DATA EXTRACTS:
+ + + + + + +
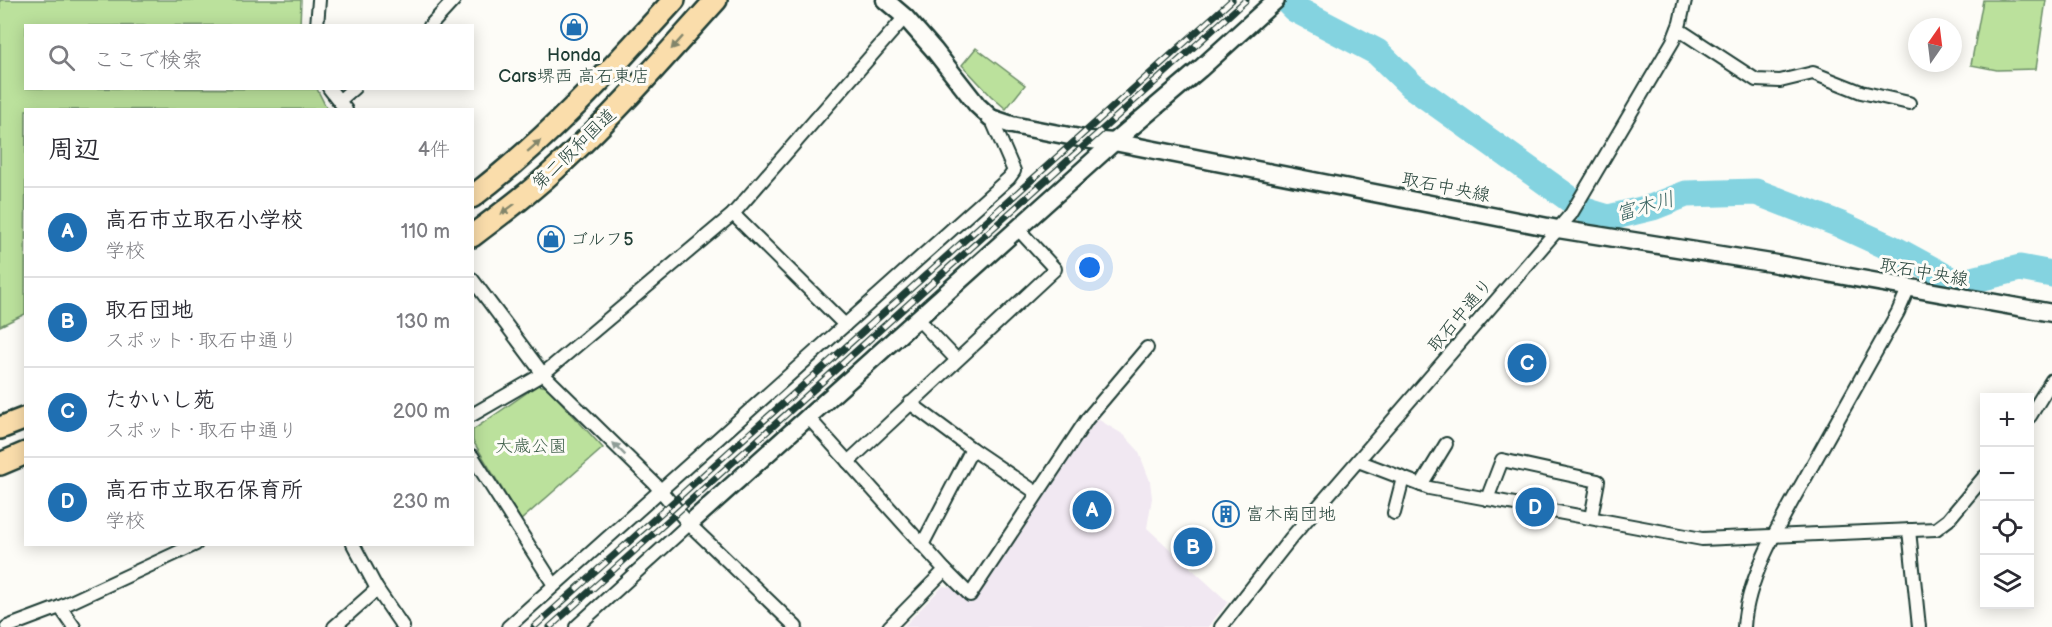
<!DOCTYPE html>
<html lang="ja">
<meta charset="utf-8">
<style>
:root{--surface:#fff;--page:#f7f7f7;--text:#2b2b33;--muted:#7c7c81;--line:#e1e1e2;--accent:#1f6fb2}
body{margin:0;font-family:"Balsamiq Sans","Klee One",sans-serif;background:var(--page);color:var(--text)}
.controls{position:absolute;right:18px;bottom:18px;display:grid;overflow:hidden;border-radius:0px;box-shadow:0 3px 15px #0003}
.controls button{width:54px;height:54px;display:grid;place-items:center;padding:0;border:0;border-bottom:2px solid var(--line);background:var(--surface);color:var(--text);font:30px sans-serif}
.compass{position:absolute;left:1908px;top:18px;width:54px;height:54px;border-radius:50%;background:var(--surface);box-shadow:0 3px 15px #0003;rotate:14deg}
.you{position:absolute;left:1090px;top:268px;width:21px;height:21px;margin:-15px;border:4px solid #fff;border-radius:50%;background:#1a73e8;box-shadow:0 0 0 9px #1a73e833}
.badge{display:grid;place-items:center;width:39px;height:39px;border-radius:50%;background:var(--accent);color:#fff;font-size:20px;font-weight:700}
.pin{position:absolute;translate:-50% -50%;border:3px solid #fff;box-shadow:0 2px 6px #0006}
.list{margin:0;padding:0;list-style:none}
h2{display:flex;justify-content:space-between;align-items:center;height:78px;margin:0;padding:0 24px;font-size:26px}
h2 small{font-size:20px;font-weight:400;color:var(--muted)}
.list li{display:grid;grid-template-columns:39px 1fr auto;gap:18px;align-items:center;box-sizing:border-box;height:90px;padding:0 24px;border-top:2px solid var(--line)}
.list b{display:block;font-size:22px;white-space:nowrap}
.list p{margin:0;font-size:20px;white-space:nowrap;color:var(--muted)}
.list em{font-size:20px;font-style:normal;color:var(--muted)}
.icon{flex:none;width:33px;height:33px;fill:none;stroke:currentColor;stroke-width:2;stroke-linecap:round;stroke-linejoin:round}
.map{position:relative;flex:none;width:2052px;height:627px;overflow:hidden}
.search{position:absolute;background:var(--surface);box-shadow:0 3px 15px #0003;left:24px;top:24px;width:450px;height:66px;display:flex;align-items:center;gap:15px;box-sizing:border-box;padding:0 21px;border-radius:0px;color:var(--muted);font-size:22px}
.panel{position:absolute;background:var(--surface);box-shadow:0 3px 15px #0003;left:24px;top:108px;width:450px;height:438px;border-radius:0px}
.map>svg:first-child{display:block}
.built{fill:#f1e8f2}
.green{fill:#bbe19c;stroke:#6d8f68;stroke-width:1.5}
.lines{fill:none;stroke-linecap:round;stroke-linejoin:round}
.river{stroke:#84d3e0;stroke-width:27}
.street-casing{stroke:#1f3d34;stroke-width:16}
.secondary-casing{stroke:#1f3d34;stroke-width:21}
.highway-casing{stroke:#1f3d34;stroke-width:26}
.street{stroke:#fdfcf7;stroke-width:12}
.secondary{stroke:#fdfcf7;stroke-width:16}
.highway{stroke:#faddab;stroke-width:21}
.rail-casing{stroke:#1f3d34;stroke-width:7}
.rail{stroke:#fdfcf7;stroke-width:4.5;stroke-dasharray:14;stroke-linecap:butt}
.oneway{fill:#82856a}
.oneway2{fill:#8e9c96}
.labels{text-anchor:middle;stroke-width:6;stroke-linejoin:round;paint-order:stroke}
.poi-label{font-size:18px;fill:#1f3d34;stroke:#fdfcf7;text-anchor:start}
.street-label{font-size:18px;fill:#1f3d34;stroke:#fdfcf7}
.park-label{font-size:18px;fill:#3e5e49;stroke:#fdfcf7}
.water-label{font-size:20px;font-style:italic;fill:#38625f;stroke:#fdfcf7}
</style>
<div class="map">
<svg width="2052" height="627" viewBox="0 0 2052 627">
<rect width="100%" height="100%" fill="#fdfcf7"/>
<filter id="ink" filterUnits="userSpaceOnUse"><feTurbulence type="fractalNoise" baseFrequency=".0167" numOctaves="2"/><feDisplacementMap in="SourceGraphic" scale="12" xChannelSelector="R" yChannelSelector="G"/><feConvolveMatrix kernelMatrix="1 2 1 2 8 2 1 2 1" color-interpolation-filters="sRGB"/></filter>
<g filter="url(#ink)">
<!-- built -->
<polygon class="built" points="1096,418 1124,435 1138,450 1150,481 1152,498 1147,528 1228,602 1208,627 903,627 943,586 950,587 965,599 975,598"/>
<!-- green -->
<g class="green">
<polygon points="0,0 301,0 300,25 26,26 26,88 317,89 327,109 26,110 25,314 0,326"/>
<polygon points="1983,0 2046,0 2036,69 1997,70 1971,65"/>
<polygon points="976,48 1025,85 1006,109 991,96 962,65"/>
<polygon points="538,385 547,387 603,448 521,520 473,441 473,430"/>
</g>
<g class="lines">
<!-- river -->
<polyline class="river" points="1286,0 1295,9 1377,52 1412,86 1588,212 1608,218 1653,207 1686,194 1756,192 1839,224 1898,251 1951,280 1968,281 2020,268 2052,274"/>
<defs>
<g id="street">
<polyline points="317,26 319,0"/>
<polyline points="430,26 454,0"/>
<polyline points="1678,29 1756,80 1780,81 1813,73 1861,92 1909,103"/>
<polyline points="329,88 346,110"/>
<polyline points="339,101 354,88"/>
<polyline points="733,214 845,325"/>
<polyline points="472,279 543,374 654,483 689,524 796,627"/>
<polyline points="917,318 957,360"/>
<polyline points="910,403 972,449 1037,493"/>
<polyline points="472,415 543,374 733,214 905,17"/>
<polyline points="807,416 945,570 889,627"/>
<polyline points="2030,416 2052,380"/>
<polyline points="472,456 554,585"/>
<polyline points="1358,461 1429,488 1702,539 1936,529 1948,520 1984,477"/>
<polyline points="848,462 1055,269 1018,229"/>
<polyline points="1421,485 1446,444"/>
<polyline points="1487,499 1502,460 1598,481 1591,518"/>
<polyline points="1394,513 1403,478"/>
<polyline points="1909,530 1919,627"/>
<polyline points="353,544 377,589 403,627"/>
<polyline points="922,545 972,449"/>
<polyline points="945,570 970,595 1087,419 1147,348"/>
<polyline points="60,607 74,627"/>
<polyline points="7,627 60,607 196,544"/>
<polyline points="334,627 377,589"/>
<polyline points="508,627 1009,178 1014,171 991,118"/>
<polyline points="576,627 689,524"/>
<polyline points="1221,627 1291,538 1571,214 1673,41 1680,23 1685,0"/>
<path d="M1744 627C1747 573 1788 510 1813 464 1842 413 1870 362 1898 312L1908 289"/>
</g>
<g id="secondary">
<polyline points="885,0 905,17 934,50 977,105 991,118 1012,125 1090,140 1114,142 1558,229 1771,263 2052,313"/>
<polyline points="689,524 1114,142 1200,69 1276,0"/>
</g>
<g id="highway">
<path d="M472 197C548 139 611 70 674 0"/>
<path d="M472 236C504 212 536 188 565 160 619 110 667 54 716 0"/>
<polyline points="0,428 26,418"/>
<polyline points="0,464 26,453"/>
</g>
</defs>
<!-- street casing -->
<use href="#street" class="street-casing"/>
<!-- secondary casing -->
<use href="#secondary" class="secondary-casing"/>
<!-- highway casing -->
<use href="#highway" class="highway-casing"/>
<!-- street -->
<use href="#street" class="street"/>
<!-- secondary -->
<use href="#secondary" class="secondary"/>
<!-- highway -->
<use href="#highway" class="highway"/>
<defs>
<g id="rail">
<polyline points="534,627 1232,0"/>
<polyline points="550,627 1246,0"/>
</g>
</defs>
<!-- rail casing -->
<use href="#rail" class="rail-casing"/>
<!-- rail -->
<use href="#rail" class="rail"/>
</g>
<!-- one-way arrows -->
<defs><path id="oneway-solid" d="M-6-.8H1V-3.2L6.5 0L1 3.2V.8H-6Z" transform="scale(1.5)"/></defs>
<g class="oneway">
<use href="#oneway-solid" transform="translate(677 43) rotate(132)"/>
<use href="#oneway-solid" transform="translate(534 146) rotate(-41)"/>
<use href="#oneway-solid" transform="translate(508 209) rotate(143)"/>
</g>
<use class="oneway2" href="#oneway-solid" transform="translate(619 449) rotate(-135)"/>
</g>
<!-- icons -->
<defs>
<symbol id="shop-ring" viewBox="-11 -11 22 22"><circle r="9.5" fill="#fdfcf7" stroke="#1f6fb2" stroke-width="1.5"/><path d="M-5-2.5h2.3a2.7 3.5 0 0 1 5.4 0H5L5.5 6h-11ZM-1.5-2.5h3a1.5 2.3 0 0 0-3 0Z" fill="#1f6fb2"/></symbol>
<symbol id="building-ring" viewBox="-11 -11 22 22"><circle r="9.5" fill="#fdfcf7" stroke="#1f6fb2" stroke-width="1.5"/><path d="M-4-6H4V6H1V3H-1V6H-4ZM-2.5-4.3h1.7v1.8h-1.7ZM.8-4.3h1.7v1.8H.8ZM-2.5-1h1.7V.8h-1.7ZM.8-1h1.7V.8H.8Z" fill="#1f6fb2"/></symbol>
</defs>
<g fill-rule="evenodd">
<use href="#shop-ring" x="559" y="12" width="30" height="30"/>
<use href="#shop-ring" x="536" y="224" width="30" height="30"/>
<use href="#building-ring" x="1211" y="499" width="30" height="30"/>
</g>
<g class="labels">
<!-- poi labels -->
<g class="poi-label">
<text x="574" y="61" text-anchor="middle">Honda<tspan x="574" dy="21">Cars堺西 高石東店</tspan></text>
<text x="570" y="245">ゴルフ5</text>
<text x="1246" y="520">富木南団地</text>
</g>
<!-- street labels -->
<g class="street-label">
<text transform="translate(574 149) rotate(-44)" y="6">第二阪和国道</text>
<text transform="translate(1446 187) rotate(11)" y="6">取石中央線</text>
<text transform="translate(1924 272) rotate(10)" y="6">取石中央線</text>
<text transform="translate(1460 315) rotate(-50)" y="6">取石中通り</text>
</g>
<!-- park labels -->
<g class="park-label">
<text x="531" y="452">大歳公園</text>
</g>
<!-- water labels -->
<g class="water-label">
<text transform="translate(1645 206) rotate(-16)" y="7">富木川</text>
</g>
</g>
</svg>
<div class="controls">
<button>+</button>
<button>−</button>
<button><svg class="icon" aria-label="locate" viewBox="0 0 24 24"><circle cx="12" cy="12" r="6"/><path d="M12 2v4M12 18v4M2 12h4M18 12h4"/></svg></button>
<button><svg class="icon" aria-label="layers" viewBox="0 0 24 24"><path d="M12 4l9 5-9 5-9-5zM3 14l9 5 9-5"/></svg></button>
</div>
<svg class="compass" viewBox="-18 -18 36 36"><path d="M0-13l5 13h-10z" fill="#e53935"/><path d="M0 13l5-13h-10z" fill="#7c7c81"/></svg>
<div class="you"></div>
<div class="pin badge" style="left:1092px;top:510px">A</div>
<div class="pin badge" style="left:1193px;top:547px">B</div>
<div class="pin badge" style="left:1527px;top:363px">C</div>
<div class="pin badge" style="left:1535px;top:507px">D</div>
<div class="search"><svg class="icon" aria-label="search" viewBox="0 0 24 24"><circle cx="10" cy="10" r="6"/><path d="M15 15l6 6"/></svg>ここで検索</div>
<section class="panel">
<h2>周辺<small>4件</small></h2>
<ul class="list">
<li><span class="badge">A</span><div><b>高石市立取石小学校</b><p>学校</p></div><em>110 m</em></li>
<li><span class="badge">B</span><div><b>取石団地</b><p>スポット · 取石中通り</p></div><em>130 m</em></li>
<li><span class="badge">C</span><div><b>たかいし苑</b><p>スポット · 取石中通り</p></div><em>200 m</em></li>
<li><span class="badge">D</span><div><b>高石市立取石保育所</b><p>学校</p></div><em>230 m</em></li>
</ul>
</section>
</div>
+ + + + + + +
TASK ITEM:
Scan the listing above. Collect all lines with the word "compass".

RESPONSE TO THE TASK:
.compass{position:absolute;left:1908px;top:18px;width:54px;height:54px;border-radius:50%;background:var(--surface);box-shadow:0 3px 15px #0003;rotate:14deg}
<svg class="compass" viewBox="-18 -18 36 36"><path d="M0-13l5 13h-10z" fill="#e53935"/><path d="M0 13l5-13h-10z" fill="#7c7c81"/></svg>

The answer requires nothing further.